Иван беспомощно оглядывается. Тишина. Уютная девичья комната в лунном свете. Он снова склоняется к Алене.
– Помнишь, как ты меня в первый раз поцеловала?
Нежно, ласково улыбается Алена.
– Мы танцевали… такая красивая мелодия, – Тихо-тихо она пропела несколько тактов, – Ты придумал слова… для меня…
И, словно разбуженное воспоминание, мелодия, напетая Аленой, зазвучала в светящейся лунными бликами комнате.
– Ты поцеловала меня первая, – шепчет Иван. – Я никак не мог решиться…
– Да…
– Поцелуй еще раз, как тогда…
– А ты спой, – просит Алена еле слышным голосом, пробивающимся сквозь мягкую пелену сна. – Спой…
И, присоединяясь к уже звучащей мелодии, Иван тихонько начинает песню – сначала он только говорит, произнося слова в такт музыке, потом тихонько поет. Песня словно обволакивает Алену, заполняет собой комнату. Конкретные очертания предметов растворяются в лунном сверкании, и остаются только Иван и Алена да песня о любви.
– Пой, Иванушка, – улыбаясь, шепчет Алена. – Как легко мне… как спокойно… как радостно…
Мягко искрятся сугробы за окном, спит заснеженный, вольно раскинувшийся старинный город, звучит тихая песня.
Две фигуры у подъезда разом подняли головы и прислушались.
– Он что, чокнутый?! – растерянно спросила фигура повыше.
– Что влюбленный, что чокнутый – для медицины безразлично, – ответила вторая, более округлая фигура. – А вот радикулит или пневмония – это нам с тобой на выбор после такой ночки…
Еще звучит мелодия песни, и лунный свет в комнате еще не раскрыл реальных очертаний предметов.
– Поцелуй меня, – просит Иван, ближе склоняясь к Алене.
– Да, да, – шепчет она и тянется к нему руками. – Сейчас, может быть… Да… Только пой мне, прошу тебя…
И снова, повтором, звучит припев.
Сатанеев в лыжной куртке с низко надвинутым капюшоном, осторожно перешагнул порог свой квартиры и… шарахнулся. Прямо перед ним на лестнице, занеся лапу, замер черный кот Киврина.
– Брысь! – прошипел зам по общим вопросам. – Брысь, поганая!
Алена, улыбаясь с закрытыми глазами, положила руки на плечи Ивана.
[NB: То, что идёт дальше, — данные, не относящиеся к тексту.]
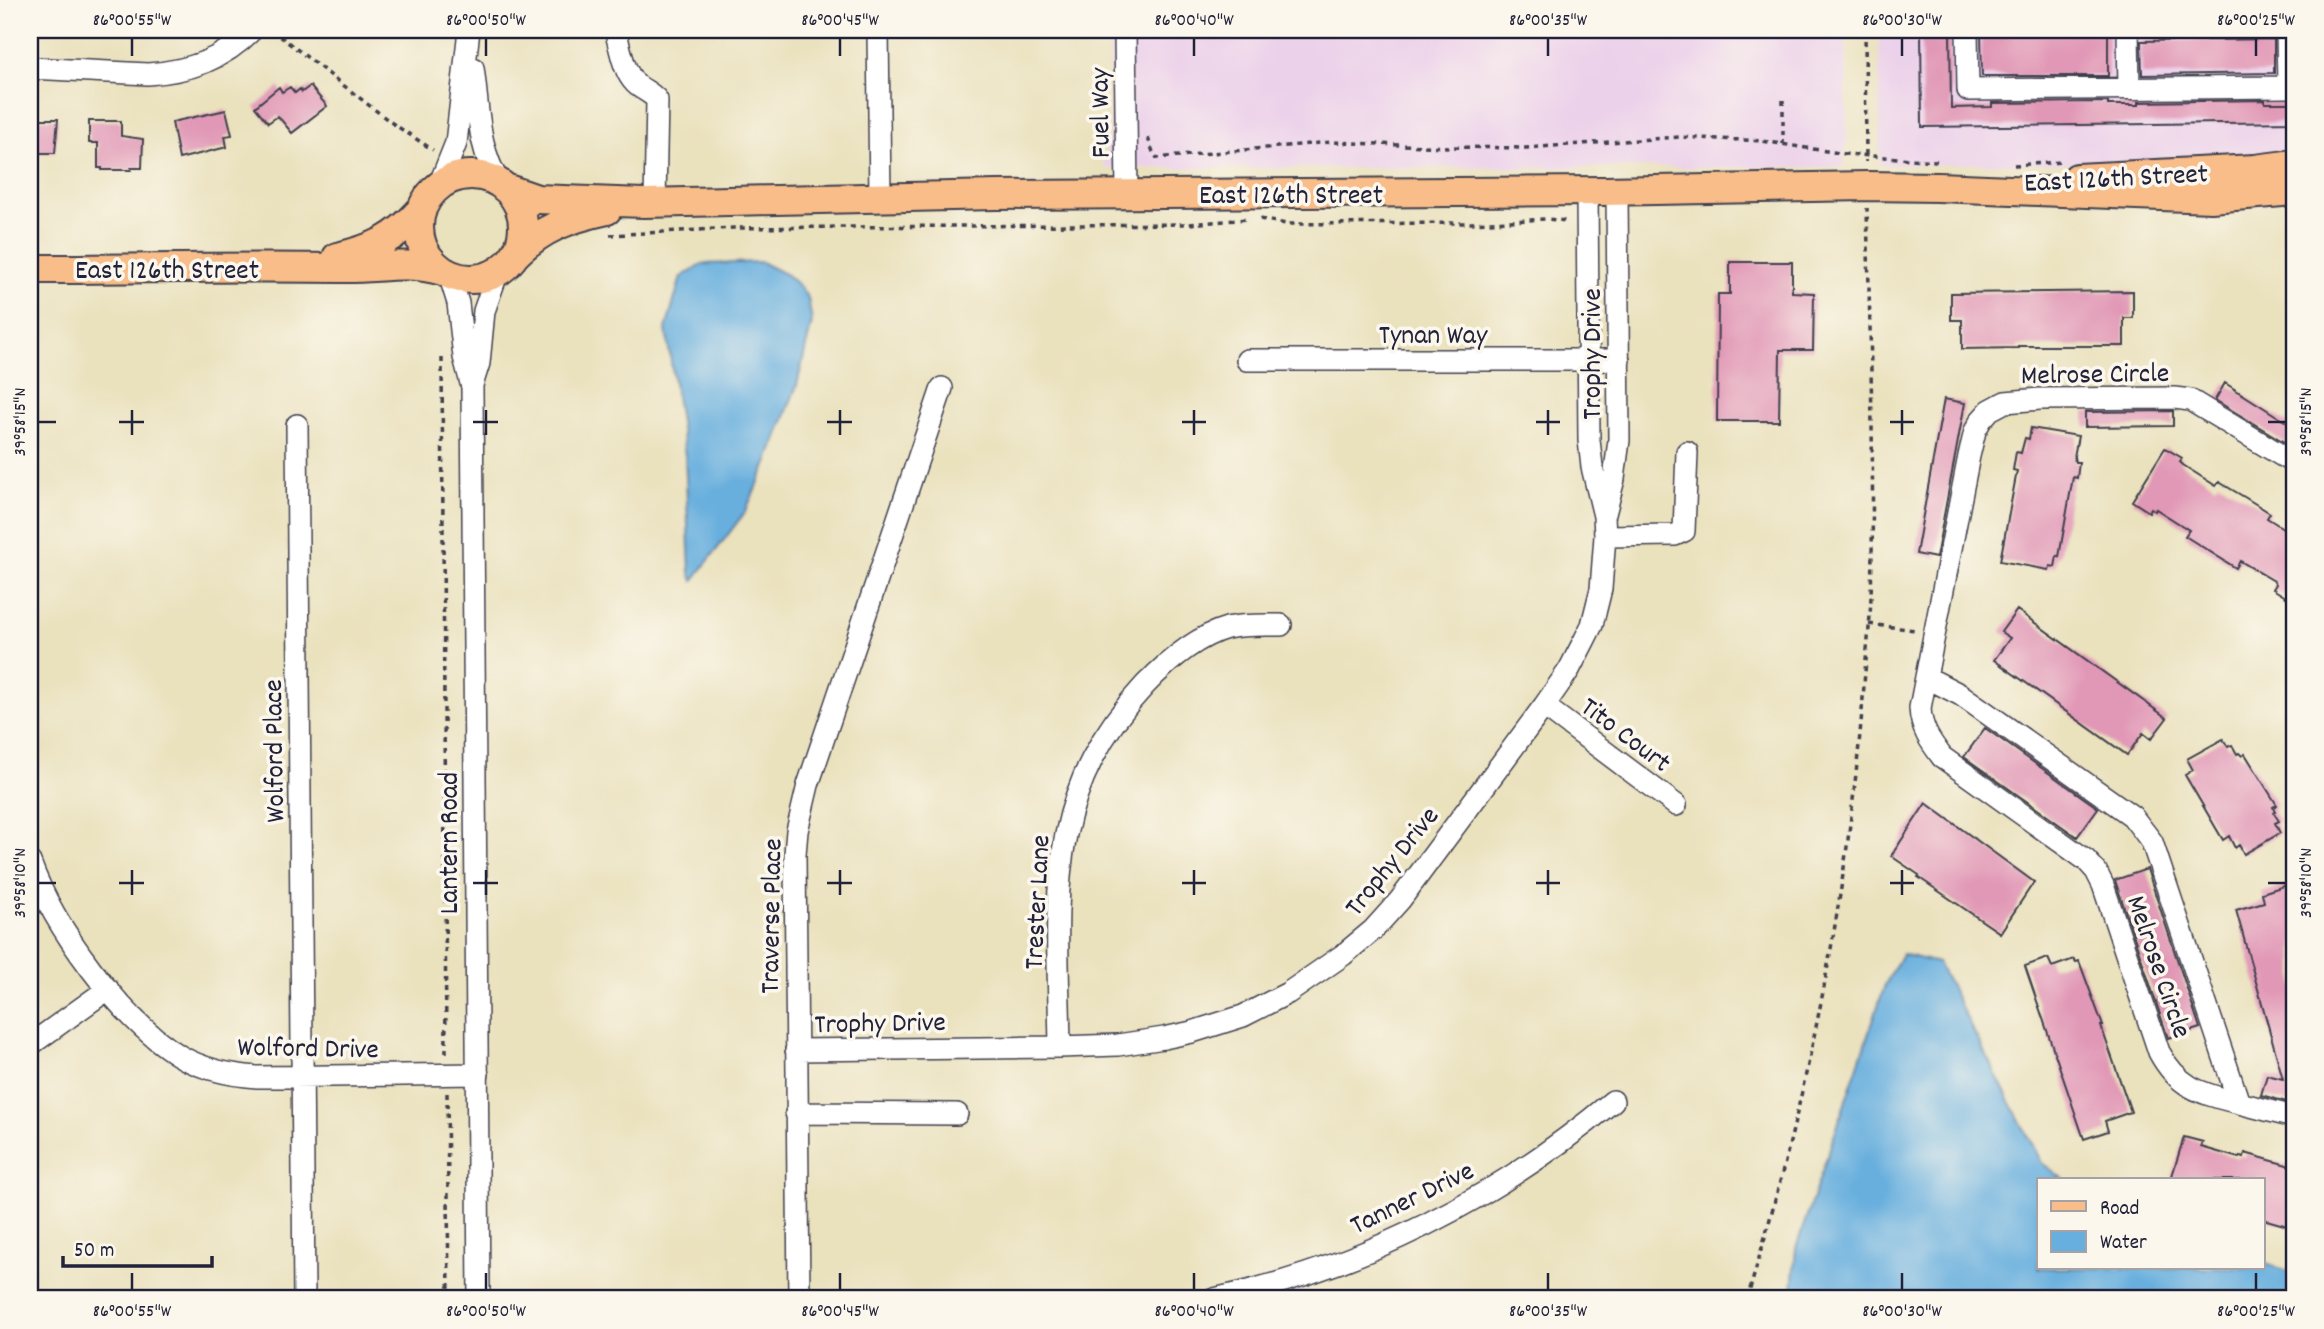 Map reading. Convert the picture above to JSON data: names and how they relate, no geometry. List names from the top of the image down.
{
  "streets": {
    "main road": ["East 126th Street"],
    "street": [
      "Fuel Way",
      "Tynan Way",
      "Trophy Drive",
      "Melrose Circle",
      "Tito Court",
      "Wolford Place",
      "Lantern Road",
      "Trester Lane",
      "Traverse Place",
      "Wolford Drive",
      "Tanner Drive"
    ]
  },
  "crossings": [
    ["Fuel Way", "East 126th Street"],
    ["East 126th Street", "Trophy Drive"],
    ["East 126th Street", "Lantern Road"],
    ["Tynan Way", "Trophy Drive"],
    ["Trophy Drive", "Tito Court"],
    ["Trophy Drive", "Trester Lane"],
    ["Trophy Drive", "Traverse Place"],
    ["Wolford Place", "Wolford Drive"],
    ["Lantern Road", "Wolford Drive"]
  ],
  "legend": ["Road", "Water"],
  "scale_bar": "50 m",
  "coordinates": [
    "86°00'55\"W",
    "86°00'50\"W",
    "86°00'45\"W",
    "86°00'40\"W",
    "86°00'35\"W",
    "86°00'30\"W",
    "86°00'25\"W",
    "39°58'15\"N",
    "39°58'10\"N"
  ]
}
Их губы сближаются и вот-вот сомкнутся.
Сатанеев вделал неловкое движение. Кот вскочил. Дверь оглушительно хлопнула. Сатанеев, опережая кота, пулей помчался по лестнице вниз. Кот с отвратительным мявом рванул вверх.
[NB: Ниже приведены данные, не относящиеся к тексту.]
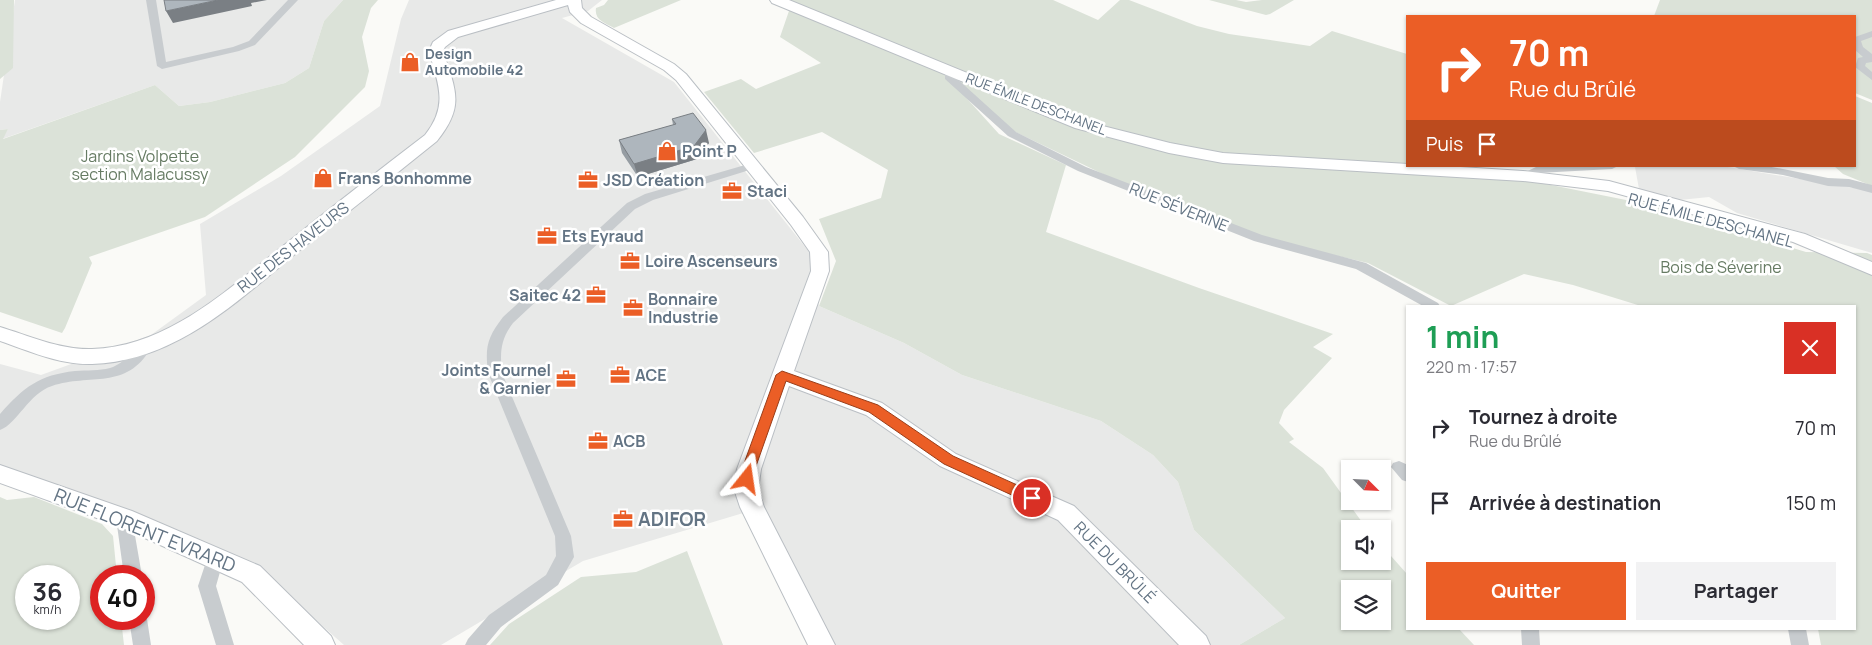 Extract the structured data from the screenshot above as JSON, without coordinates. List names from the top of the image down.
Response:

Мимо Коврова и Брыля проскочила черная фигура. Она шарахнулась за ближайшее дерево.
Алена разом отпрянула от Ивана и открыла глаза.
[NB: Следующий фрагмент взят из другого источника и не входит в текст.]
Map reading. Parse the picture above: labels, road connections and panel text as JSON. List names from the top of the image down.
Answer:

– Ой! Вы кто?! – Она села в постели, одной рукой оттолкнула Ивана, другой резко натянула на грудь одеяло. – Как вы сюда попали?
– Аленушка, – схватив конец одеяла, воскликнул Иван.
– Прочь руки! – взвизгнула, окончательно проснувшись, Алена и, вцепившись в одеяло обеими руками, толкнула Ивана ногой.
Он рухнул на пол и забормотал, торопясь подняться:
– Подожди… Вспомни… Я ж твой Иванушка… Ты ж должна меня поцеловать…
– Что?! – Алена, гневная и возмущенная, вскочила с постели, забыв про одеяло. – Вон отсюда!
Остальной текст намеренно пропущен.